* **Exercise goal**: Lines with "Dehner": please show every one of them from the listing below.

•••

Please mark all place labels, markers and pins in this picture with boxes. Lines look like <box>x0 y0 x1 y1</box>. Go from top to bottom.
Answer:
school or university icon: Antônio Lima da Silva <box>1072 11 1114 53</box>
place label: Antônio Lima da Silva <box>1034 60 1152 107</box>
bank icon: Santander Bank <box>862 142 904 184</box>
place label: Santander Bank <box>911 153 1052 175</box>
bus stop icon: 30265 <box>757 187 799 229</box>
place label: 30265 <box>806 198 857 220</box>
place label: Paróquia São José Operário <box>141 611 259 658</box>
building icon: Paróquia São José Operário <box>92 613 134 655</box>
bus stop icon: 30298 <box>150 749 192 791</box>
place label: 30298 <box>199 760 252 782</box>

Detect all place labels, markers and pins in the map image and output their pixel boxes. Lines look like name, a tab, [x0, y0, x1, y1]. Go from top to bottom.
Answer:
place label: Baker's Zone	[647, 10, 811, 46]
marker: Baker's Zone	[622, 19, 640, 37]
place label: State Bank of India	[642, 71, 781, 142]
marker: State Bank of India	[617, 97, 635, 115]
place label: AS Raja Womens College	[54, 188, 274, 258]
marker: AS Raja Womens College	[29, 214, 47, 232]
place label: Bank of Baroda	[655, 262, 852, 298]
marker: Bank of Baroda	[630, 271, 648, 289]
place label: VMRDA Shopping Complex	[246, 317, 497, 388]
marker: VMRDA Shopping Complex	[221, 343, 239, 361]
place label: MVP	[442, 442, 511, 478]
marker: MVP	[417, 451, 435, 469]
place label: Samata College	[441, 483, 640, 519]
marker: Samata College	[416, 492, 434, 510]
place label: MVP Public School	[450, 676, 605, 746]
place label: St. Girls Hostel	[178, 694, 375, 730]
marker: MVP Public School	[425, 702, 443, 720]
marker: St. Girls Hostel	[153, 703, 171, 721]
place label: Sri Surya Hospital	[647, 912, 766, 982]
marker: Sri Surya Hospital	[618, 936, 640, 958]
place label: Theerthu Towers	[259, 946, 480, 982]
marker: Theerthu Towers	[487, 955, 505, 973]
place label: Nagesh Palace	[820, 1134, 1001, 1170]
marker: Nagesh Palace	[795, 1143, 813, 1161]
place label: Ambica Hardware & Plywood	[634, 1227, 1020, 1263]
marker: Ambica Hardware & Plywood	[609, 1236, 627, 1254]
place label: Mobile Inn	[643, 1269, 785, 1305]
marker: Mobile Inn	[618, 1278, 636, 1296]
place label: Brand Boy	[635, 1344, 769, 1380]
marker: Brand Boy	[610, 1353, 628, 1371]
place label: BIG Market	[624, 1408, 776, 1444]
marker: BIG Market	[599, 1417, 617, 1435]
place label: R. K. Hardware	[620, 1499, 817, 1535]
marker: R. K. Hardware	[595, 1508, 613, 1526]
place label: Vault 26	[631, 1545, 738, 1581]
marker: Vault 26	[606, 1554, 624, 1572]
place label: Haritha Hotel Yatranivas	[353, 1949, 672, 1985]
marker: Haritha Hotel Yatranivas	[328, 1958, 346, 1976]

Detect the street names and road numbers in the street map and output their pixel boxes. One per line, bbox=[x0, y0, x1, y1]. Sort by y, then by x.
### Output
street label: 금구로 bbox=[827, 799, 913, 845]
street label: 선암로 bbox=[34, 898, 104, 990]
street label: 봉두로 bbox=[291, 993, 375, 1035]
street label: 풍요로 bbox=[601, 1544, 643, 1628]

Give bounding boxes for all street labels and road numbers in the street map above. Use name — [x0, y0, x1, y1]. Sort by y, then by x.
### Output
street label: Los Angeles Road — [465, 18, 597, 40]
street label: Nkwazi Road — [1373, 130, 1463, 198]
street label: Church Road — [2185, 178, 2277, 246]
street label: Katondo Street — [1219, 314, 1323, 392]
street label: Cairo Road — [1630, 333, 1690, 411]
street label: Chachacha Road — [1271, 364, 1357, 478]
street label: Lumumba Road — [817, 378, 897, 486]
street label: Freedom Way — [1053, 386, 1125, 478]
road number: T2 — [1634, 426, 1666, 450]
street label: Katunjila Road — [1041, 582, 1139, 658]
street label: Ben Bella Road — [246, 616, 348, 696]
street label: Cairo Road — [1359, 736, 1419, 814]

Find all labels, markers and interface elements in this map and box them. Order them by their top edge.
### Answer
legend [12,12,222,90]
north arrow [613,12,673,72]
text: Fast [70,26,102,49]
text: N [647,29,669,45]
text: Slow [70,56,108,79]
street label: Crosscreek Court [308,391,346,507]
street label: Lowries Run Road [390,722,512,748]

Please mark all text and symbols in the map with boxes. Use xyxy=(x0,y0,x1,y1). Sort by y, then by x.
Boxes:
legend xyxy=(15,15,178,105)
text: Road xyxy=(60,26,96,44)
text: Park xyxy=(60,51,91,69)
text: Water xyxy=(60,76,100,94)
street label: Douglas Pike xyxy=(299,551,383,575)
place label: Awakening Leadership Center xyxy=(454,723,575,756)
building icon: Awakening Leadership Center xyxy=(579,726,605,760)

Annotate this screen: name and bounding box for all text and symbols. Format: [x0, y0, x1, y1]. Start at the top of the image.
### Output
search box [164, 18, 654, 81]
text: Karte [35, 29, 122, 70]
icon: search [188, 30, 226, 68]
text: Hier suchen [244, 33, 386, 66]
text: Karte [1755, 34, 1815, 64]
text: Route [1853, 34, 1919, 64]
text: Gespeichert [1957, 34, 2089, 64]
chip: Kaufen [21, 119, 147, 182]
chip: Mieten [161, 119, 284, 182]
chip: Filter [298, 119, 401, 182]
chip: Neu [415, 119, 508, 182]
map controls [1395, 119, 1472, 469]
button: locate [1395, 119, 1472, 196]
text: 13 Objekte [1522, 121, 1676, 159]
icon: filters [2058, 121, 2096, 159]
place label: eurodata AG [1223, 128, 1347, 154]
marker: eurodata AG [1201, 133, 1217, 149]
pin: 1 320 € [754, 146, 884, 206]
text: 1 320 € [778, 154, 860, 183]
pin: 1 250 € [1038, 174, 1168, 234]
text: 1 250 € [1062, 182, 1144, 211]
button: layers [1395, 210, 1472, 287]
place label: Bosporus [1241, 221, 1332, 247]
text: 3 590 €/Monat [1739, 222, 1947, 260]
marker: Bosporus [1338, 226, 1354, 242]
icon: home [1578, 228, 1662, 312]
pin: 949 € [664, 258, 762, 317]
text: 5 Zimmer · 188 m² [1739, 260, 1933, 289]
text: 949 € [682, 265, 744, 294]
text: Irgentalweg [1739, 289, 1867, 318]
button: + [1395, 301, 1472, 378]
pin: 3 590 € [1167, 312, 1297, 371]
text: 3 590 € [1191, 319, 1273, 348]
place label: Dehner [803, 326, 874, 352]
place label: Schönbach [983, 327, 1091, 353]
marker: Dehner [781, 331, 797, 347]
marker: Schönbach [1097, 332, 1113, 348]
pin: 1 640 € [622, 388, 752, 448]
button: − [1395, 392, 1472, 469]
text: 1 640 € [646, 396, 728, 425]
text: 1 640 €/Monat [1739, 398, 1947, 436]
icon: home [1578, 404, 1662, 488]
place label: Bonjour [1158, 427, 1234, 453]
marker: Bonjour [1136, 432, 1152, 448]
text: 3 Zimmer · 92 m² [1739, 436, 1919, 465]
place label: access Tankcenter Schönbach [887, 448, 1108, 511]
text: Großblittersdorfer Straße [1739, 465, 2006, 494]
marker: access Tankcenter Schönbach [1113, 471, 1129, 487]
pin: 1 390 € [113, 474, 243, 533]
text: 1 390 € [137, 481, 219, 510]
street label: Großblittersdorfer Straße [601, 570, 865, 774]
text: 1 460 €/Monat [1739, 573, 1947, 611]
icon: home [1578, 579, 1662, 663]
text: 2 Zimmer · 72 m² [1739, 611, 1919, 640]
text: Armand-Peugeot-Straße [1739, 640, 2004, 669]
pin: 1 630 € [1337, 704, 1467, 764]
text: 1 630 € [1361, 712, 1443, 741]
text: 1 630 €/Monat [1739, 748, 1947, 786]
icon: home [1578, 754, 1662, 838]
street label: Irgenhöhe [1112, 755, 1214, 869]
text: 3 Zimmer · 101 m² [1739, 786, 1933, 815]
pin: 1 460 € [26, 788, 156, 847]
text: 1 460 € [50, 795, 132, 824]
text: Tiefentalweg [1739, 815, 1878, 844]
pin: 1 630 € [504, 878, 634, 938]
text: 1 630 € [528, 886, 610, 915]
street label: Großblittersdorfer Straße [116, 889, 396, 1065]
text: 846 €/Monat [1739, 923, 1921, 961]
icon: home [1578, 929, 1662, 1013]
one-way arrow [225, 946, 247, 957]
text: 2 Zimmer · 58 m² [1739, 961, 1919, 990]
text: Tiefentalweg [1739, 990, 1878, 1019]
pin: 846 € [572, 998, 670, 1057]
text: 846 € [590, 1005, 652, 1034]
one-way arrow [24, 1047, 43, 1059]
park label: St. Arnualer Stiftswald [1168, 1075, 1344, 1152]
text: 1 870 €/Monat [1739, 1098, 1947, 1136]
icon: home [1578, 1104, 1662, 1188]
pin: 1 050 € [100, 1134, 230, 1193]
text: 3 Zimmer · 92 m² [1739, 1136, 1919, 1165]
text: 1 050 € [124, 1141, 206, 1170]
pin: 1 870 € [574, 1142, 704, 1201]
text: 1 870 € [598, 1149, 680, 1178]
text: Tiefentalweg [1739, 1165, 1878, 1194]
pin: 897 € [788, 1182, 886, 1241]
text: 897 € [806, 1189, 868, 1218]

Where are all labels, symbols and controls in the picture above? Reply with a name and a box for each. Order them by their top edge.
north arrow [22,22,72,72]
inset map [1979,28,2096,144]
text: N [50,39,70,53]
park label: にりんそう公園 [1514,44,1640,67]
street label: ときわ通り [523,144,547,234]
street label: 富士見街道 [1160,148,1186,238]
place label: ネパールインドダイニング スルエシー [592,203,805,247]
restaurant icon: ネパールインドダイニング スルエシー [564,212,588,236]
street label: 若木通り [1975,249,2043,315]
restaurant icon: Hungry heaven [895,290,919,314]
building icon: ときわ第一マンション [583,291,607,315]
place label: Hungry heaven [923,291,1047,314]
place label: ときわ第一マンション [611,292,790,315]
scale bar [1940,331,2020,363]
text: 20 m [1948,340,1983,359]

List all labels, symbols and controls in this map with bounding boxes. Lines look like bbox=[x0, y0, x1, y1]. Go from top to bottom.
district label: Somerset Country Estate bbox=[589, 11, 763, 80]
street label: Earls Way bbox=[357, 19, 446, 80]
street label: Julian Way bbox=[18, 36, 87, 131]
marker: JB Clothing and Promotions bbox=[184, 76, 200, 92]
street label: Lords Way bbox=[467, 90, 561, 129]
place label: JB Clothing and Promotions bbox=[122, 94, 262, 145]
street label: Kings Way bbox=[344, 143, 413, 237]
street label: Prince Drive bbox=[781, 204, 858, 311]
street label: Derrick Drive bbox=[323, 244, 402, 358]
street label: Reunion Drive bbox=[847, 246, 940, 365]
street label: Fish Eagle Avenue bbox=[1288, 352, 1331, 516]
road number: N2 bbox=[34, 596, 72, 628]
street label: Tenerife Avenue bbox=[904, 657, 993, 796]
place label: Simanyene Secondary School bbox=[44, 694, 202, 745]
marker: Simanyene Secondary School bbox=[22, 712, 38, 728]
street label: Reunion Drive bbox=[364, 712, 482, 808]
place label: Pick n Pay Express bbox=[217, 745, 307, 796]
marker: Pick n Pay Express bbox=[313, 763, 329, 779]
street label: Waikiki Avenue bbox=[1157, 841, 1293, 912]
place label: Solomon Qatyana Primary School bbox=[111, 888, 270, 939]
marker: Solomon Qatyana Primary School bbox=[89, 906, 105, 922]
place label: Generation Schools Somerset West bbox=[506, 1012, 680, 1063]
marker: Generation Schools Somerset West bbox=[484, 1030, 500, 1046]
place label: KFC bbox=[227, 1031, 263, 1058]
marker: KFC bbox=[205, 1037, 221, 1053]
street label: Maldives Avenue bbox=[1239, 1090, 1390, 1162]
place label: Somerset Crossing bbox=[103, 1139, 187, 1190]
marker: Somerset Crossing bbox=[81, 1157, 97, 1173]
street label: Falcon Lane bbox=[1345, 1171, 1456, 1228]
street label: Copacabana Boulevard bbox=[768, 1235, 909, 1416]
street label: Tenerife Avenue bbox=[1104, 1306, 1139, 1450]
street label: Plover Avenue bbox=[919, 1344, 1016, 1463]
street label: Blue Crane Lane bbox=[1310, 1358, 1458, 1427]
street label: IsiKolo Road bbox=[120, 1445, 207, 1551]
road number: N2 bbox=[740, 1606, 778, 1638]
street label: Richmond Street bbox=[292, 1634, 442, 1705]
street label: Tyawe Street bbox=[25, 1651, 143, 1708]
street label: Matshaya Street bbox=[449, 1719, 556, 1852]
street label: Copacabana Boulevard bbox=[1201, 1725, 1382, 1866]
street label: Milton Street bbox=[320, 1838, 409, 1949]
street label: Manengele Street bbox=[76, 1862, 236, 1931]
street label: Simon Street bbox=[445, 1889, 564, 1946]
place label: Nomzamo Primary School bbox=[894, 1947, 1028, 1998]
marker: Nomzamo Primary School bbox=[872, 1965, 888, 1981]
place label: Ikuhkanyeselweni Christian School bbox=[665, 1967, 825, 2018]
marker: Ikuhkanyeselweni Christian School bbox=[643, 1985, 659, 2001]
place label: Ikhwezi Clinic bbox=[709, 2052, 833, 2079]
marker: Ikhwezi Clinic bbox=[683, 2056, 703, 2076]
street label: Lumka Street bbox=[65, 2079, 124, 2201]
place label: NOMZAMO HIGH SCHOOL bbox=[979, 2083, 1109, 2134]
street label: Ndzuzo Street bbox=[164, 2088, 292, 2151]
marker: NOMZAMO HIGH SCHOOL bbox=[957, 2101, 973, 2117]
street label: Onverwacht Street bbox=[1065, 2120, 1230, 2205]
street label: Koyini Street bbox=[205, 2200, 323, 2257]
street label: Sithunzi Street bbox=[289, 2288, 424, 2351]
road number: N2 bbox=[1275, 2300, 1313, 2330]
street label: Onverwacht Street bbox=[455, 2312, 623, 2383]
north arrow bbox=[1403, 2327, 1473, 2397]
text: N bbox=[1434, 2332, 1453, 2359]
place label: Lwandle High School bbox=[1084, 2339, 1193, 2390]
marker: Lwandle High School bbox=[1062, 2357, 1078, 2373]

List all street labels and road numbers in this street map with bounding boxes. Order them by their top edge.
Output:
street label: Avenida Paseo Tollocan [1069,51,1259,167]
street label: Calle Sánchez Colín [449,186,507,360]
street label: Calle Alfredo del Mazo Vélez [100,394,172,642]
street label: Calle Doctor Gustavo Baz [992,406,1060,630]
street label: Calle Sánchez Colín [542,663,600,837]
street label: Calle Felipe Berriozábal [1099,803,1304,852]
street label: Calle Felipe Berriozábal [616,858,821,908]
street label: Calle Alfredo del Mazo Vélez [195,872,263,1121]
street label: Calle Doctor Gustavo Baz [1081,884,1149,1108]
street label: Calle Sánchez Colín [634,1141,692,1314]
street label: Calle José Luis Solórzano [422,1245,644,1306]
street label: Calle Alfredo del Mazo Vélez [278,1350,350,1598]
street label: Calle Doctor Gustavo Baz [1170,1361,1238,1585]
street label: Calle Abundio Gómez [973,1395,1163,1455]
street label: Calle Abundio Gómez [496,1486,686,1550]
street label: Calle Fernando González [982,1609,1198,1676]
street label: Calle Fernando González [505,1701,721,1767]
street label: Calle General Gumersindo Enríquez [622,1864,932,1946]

•••

* **Exercise result**:
place label: Dehner [803, 326, 874, 352]
marker: Dehner [781, 331, 797, 347]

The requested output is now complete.